● WHAT YOU ARE ASKED TO DO
Give the number of lines in the data below where the string "transform" occurs, and nothing else.

-------------------------

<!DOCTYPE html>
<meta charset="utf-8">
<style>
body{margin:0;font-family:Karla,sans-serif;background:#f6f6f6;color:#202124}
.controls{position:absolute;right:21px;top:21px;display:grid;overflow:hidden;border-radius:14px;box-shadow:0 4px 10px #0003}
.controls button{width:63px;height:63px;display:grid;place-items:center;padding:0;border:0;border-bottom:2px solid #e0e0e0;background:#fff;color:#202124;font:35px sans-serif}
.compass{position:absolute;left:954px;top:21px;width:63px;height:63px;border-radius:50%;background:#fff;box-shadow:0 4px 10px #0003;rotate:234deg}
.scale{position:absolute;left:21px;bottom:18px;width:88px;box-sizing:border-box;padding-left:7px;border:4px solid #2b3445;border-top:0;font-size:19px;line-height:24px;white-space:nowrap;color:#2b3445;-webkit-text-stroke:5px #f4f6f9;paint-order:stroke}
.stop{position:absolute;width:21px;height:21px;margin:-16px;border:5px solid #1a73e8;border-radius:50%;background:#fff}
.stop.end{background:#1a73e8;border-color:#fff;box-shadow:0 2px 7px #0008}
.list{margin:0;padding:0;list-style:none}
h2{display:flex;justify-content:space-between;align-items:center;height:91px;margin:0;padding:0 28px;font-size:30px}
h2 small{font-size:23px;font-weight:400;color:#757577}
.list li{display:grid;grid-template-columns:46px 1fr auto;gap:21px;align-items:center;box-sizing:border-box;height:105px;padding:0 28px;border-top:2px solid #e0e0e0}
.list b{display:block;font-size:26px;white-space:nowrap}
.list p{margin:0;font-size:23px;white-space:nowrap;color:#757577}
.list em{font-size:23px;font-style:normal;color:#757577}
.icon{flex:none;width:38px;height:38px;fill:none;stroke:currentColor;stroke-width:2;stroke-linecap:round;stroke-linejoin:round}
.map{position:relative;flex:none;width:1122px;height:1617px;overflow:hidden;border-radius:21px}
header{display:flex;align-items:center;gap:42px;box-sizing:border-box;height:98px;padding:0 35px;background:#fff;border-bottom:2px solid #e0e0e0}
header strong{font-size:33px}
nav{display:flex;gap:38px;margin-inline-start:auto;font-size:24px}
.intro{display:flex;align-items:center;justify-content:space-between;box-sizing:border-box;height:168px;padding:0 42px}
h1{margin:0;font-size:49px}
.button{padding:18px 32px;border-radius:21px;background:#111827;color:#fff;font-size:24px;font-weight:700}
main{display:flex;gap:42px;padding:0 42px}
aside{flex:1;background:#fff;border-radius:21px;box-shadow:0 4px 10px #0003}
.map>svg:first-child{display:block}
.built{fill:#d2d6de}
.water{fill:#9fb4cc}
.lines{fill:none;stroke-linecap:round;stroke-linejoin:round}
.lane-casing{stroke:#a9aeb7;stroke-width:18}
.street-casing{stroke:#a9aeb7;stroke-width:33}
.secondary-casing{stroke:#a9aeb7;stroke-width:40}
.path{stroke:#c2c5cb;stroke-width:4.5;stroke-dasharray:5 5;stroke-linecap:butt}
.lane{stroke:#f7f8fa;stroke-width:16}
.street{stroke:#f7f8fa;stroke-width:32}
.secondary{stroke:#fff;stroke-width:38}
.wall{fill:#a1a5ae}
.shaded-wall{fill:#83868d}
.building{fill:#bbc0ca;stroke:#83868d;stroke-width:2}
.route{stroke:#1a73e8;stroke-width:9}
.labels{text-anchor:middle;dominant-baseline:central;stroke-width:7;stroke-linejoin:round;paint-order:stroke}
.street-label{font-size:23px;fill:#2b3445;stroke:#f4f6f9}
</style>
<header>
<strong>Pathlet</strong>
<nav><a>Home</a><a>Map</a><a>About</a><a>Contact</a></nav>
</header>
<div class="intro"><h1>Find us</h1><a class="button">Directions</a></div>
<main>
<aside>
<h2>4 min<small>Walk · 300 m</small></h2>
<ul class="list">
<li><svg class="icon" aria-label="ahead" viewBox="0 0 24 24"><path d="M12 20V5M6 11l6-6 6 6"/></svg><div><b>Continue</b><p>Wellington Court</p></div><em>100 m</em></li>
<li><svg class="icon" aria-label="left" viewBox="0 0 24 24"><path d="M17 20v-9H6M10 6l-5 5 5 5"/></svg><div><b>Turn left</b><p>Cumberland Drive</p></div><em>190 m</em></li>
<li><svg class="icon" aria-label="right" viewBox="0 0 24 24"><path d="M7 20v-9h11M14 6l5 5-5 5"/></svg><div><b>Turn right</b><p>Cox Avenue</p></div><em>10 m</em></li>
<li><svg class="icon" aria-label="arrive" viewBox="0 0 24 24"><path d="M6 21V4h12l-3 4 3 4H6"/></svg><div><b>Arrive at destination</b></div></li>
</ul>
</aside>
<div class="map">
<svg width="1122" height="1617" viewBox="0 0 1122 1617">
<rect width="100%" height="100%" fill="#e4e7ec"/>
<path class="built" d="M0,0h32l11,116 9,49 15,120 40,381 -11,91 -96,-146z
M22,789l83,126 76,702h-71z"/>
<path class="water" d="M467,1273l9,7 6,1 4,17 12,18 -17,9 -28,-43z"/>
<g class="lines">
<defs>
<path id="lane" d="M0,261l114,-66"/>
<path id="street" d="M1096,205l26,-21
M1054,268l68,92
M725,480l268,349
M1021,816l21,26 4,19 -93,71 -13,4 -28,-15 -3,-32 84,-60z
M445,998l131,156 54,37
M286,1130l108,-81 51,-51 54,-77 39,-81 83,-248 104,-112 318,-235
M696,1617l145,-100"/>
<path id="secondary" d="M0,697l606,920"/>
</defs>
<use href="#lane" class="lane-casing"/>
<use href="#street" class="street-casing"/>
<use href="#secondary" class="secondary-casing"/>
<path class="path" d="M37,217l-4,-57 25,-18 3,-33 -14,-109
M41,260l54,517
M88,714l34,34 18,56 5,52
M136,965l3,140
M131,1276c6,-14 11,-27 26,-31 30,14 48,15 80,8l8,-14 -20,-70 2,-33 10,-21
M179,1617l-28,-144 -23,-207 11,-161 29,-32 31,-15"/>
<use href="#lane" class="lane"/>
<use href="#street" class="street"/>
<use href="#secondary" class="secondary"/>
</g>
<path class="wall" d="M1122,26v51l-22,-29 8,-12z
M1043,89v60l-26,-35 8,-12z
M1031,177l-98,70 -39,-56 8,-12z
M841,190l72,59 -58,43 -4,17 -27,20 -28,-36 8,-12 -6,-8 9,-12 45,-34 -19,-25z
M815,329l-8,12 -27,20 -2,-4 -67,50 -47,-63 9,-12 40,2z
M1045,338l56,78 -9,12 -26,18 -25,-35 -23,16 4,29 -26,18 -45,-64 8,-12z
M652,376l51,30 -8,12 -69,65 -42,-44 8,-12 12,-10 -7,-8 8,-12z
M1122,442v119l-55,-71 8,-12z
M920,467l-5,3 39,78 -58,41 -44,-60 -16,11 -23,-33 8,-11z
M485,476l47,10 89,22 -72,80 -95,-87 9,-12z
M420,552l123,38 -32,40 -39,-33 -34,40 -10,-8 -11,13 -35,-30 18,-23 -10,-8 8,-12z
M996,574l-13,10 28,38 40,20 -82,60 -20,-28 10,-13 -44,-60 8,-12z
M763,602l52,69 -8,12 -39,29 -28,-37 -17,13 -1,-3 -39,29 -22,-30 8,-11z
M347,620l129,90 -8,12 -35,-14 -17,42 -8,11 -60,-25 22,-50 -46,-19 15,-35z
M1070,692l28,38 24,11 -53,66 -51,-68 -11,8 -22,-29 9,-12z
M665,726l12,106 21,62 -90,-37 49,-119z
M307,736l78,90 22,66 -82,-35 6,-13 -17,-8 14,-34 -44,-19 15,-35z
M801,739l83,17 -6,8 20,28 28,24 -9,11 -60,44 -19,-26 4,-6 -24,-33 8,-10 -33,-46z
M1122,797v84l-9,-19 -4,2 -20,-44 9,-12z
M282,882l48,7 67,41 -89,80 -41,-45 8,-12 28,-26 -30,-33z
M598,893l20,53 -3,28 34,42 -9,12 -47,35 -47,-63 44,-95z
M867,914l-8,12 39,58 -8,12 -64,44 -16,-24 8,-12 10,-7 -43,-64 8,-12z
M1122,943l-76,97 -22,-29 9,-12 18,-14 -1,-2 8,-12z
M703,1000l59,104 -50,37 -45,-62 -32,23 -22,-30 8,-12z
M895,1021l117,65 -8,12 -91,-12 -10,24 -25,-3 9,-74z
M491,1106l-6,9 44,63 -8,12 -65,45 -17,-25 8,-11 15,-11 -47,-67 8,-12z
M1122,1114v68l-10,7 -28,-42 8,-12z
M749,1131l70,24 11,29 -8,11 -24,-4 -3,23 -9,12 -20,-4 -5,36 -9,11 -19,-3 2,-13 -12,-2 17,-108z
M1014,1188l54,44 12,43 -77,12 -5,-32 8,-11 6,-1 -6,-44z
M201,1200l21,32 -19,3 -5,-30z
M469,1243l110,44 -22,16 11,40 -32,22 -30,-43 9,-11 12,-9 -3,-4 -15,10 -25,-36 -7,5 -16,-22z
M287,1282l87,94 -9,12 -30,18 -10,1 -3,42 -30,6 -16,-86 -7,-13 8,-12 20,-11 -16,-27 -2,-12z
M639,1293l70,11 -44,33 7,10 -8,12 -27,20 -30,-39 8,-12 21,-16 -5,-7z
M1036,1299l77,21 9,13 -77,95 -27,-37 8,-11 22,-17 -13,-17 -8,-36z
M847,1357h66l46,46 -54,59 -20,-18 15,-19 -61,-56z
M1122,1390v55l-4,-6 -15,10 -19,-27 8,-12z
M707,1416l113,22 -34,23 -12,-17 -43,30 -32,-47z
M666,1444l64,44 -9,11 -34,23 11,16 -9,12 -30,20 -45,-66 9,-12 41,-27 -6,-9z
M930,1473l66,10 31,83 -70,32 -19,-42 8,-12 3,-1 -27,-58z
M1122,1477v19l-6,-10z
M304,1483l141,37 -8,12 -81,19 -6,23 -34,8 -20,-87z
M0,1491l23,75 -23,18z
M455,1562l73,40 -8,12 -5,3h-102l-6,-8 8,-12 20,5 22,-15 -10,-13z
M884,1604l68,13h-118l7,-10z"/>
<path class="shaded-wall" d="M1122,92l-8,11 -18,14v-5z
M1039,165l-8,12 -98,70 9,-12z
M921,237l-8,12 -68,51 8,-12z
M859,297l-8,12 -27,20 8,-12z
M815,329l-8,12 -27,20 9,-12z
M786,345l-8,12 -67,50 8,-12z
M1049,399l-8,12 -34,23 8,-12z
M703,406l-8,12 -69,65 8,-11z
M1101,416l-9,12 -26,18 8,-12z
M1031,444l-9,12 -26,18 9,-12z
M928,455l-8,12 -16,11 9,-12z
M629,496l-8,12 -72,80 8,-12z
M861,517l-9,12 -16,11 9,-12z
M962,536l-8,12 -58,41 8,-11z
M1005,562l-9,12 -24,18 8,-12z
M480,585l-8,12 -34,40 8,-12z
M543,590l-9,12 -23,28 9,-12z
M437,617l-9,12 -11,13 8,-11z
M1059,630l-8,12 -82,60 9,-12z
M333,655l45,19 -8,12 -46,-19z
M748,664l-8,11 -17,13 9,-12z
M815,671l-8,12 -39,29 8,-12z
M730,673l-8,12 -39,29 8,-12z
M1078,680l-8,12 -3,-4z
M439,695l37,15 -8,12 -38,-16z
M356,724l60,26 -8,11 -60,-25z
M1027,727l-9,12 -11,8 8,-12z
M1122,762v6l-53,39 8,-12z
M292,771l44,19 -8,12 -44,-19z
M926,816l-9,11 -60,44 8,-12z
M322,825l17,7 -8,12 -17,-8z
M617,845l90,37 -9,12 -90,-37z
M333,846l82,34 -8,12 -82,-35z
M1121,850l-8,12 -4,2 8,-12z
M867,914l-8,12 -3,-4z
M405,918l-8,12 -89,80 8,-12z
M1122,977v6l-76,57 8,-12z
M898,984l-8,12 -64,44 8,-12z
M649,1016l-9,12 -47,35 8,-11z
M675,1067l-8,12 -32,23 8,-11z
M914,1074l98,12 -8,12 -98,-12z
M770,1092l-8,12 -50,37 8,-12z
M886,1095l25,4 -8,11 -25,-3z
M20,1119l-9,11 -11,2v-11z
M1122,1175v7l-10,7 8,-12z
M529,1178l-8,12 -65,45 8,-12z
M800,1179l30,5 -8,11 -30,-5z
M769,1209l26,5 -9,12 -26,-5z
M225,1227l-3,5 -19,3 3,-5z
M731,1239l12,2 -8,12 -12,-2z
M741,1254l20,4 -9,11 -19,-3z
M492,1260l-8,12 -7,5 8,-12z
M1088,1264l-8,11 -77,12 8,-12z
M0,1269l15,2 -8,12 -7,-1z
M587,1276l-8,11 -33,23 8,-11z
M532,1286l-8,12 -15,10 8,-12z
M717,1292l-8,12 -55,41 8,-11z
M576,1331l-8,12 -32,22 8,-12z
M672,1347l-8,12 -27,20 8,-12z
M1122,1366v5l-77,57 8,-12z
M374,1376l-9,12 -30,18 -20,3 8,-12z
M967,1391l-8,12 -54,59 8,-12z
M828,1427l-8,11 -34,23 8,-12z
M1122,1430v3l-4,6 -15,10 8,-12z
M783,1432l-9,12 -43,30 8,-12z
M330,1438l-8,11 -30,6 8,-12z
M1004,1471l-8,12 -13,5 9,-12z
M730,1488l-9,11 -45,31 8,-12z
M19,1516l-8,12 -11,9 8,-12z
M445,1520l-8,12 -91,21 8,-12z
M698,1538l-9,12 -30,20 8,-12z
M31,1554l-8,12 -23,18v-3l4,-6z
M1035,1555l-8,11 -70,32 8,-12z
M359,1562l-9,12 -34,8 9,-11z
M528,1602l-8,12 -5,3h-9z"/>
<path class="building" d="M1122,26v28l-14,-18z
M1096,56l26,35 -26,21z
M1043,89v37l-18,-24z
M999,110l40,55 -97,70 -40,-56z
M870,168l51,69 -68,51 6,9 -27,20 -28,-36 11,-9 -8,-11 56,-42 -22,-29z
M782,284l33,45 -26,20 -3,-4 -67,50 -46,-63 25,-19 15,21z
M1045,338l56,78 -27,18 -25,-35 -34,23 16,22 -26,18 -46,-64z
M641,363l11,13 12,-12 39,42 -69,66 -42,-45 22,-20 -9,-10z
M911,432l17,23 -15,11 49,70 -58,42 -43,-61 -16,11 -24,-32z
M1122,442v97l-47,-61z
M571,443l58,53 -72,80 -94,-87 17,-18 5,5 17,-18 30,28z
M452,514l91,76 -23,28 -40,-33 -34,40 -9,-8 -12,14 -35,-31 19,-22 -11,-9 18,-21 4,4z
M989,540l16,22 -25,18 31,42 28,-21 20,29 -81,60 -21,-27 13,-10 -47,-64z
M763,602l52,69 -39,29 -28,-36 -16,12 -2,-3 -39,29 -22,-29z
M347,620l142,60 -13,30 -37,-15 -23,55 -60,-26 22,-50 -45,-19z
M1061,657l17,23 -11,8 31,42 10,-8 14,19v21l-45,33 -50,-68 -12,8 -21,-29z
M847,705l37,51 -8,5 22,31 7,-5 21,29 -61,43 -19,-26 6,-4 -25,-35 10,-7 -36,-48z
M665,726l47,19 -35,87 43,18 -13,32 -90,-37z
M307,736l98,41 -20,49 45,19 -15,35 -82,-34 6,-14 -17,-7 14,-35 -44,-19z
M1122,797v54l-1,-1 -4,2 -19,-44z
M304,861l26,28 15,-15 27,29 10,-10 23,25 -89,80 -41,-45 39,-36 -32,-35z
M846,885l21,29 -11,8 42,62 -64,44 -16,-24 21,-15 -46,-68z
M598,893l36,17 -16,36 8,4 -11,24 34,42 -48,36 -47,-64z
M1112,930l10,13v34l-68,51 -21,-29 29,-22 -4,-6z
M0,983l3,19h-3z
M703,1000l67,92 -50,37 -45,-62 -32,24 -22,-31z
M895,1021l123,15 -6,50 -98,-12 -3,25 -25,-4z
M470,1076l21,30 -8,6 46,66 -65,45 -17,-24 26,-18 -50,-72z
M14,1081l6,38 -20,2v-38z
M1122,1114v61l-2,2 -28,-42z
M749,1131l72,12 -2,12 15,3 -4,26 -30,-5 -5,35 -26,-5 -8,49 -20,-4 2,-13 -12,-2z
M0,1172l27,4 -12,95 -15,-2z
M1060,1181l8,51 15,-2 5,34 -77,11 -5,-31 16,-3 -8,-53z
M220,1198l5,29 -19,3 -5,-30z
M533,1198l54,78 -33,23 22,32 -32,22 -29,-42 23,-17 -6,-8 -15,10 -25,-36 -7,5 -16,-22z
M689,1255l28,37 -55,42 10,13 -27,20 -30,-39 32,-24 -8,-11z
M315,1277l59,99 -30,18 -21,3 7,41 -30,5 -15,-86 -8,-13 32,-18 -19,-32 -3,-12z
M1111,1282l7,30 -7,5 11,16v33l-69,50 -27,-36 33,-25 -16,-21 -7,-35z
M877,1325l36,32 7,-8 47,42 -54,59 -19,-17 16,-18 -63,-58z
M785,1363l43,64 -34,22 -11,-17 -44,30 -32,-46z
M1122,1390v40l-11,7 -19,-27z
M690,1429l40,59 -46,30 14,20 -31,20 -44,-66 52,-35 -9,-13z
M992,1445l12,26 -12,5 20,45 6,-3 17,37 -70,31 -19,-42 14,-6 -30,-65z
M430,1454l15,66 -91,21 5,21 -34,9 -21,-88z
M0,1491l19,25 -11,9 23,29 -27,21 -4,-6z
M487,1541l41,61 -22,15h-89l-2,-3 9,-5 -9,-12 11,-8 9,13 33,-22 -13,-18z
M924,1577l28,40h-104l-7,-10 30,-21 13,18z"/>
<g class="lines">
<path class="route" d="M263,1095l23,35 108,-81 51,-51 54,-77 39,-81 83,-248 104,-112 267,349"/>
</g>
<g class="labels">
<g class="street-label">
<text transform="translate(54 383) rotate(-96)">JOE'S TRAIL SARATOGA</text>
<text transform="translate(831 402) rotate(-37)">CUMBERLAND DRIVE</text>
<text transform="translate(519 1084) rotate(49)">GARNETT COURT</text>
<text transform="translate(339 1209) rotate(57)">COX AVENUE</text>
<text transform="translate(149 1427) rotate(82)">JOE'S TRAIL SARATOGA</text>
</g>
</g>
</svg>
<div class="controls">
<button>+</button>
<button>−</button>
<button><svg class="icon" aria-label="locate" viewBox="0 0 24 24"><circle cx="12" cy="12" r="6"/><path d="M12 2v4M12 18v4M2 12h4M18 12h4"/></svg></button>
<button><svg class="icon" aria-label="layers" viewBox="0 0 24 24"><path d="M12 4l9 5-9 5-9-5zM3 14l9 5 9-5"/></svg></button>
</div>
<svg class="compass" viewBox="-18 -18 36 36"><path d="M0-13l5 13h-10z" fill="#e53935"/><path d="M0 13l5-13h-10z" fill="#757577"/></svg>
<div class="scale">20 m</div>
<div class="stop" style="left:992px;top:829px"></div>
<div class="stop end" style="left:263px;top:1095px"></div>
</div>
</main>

-------------------------

● RESULT OF THE EXERCISE
5